Dai tappi hi-tech...
Già, i tappi ad alta tecnologia. L’innovazione è uno dei punti fermi del gruppo, che investe in media circa il 2% dei ricavi in R&D. Un focus, in particolare, riguarda proprio le chiusure con il microchip. Si tratta di una tecnologia che, grazie ad un microprocessore installato nella chiusura stessa, consente al consumatore, tramite uno smartphone, di apprendere notizie sulla bottiglia: dall’indicazione se sia stata aperta (oppure no) fino ad informazioni sul contenuto e su chi lo produce. Inoltre consente, finora solo ai grandi gruppi che sfruttano le loro piattaforme, di tracciare ed individuare la bottiglia.
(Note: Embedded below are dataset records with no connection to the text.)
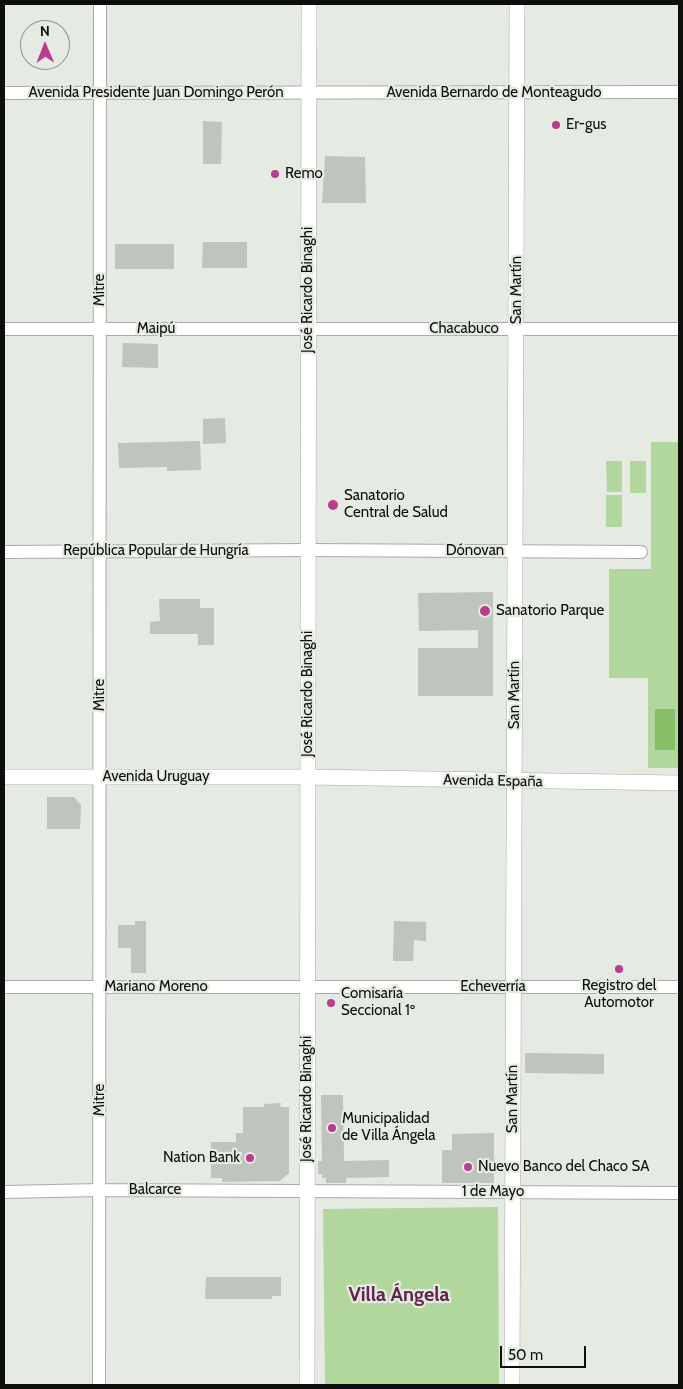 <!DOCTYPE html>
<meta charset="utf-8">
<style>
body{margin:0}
#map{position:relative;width:683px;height:1389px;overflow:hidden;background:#e5eae2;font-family:Cabin,sans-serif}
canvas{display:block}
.frame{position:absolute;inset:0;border:5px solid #0e0f0d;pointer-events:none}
.north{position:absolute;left:20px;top:20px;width:50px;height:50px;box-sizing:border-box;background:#e5eae2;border:1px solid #8f928d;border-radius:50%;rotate:359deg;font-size:14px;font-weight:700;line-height:20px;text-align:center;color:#0e0f0d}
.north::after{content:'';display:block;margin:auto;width:18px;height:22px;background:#b93d8e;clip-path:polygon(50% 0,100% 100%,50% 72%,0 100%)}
.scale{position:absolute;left:500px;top:1346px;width:86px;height:22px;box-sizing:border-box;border:2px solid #0e0f0d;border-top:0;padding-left:6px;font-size:15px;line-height:18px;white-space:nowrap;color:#0e0f0d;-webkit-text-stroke:4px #e5eae2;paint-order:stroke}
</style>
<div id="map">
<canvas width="683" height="1389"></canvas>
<div class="frame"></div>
<div class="north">N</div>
<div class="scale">50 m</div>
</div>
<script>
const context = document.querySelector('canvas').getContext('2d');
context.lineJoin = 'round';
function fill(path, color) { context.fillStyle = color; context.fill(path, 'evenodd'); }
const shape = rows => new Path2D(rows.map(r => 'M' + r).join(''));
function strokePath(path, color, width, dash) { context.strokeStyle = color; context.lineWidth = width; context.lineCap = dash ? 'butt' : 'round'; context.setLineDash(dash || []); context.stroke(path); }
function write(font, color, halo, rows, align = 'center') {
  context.font = font + ' Cabin,sans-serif'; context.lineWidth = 4.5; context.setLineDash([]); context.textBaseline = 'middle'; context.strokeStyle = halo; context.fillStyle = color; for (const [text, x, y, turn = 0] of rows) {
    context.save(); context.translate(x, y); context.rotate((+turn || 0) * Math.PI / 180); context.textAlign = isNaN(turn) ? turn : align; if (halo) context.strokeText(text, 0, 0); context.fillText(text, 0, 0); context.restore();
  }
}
const green = shape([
 [651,442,679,442,679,768,648,768,648,678,609,678,609,569,651,569],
 [606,461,622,461,622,492,607,492],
 [630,461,646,461,646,493,630,493],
 [606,495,622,495,622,527,606,527],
 [498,1207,499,1384,325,1385,323,1209]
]);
const water = shape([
 [655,709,675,709,675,750,655,750]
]);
const building = shape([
 [203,121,222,122,221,164,203,164],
 [325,156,365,157,366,203,322,203],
 [203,242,247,242,247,268,202,268],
 [115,244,174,244,174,269,115,269],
 [123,343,158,344,158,368,122,367],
 [225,418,226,443,203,444,203,419],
 [200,441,201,470,167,471,167,467,119,468,118,443],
 [493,592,493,696,418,696,418,648,478,648,478,630,419,631,418,593],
 [159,599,200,599,200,608,214,608,214,645,198,645,198,634,150,634,150,622,160,621],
 [47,797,74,797,81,805,80,829,47,829],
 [135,921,146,921,146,973,131,973,131,948,118,948,118,925,135,925],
 [394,921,426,922,426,941,414,940,413,961,393,961],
 [525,1053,604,1054,604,1074,525,1073],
 [321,1095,343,1095,344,1161,389,1160,389,1177,346,1178,346,1183,326,1183,326,1178,322,1178,322,1174,318,1174,318,1161,322,1161],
 [281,1103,280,1107,289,1107,289,1173,280,1181,222,1182,222,1178,211,1178,211,1142,236,1142,236,1133,243,1133,243,1107,264,1107,264,1104],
 [494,1133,494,1183,442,1183,442,1150,452,1150,452,1134],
 [206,1277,281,1277,281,1296,272,1296,272,1299,205,1299]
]);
const minor = shape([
 [4,93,679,92],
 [4,329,679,329],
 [4,552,308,550,641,552],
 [4,987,679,987],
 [4,1192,100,1190,679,1193],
 [99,1385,100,4]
]);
const tertiary = shape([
 [4,777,308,777,679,783],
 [307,1385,309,4],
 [512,1385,517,4]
]);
const markers = [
 [556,125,5,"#b93d8e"],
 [275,174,5,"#b93d8e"],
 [333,505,6,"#b93d8e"],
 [485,611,6,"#b93d8e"],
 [619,969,5,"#b93d8e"],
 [331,1003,5,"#b93d8e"],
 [332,1128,5,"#b93d8e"],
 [250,1158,5,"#b93d8e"],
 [468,1167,5,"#b93d8e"]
];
const streetNames = [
 ["Avenida Presidente Juan Domingo Perón",156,93],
 ["Avenida Bernardo de Monteagudo",494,93],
 ["Mitre",100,290,-90],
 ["José Ricardo Binaghi",308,290,-90],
 ["San Martín",517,290,-90],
 ["Maipú",156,329],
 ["Chacabuco",464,329],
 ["República Popular de Hungría",156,551],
 ["Dónovan",475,551],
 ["José Ricardo Binaghi",308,694,-90],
 ["Mitre",100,695,-90],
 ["San Martín",515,695,-90],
 ["Avenida Uruguay",156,777],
 ["Avenida España",493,781,1],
 ["Mariano Moreno",156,987],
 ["Echeverría",493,987],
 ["José Ricardo Binaghi",307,1099,-90],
 ["San Martín",513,1099,-90],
 ["Mitre",100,1100,-90],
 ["Balcarce",155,1190],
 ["1 de Mayo",493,1192]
];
const poiNames = [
 ["Er-gus",566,125],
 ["Remo",285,174],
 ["Sanatorio",344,496],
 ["Central de Salud",344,513],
 ["Sanatorio Parque",496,611],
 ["Registro del",619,986,"center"],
 ["Automotor",619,1003,"center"],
 ["Comisaría",341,994],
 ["Seccional 1º",341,1011],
 ["Municipalidad",342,1119],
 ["de Villa Ángela",342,1136],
 ["Nation Bank",240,1158,"right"],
 ["Nuevo Banco del Chaco SA",478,1167]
];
const districtNames = [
 ["Villa Ángela",399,1295]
];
fill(green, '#b1d79c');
fill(water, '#88be67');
fill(building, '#bfc4bd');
strokePath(minor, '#a6aba4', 14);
strokePath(tertiary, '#a6aba4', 16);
strokePath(minor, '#fff', 12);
strokePath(tertiary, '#fff', 15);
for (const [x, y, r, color] of markers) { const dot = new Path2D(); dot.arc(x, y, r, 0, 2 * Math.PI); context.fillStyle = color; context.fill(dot); strokePath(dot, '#e5eae2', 2); }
write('15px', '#0e0f0d', '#e5eae2', streetNames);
write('15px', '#0e0f0d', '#e5eae2', poiNames, 'left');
write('bold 20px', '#62254c', '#e5eae2', districtNames);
</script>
Il primo lancio commerciale del tappo connesso, per l’appunto, è avvenuto in America. Poi ce ne sono stati altri. L’obiettivo era arrivare, nel 2020, a 5-10 milioni di chiusure intelligenti. A causa del Covid-19, però, ulteriori lanci sono stati messi in stand by. Di conseguenza è presumibile che, sempre nell’anno in corso, la produzione possa assestarsi intorno alla quota di 5 milioni di tappi hi-tech.